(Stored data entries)
◇ ◇ ◇ ◇ ◇ ◇ ◇

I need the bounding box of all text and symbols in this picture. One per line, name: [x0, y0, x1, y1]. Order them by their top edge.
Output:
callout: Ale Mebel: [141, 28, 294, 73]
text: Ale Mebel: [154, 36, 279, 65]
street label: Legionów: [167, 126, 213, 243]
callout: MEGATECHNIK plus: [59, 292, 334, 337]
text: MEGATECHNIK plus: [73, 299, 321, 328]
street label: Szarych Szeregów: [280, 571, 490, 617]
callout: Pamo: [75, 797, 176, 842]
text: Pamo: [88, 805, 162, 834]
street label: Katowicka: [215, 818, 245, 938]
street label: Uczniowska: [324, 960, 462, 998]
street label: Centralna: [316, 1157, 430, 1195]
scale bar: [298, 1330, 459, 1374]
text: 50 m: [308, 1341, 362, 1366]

◇ ◇ ◇ ◇ ◇ ◇ ◇

▶ _TASK TO COMPLETE_
The entries are to be duplicated exactly, with nothing changed.

▶ _REPLY_
I need the bounding box of all text and symbols in this picture. One per line, name: [x0, y0, x1, y1]. Order them by their top edge.
Output:
callout: Ale Mebel: [141, 28, 294, 73]
text: Ale Mebel: [154, 36, 279, 65]
street label: Legionów: [167, 126, 213, 243]
callout: MEGATECHNIK plus: [59, 292, 334, 337]
text: MEGATECHNIK plus: [73, 299, 321, 328]
street label: Szarych Szeregów: [280, 571, 490, 617]
callout: Pamo: [75, 797, 176, 842]
text: Pamo: [88, 805, 162, 834]
street label: Katowicka: [215, 818, 245, 938]
street label: Uczniowska: [324, 960, 462, 998]
street label: Centralna: [316, 1157, 430, 1195]
scale bar: [298, 1330, 459, 1374]
text: 50 m: [308, 1341, 362, 1366]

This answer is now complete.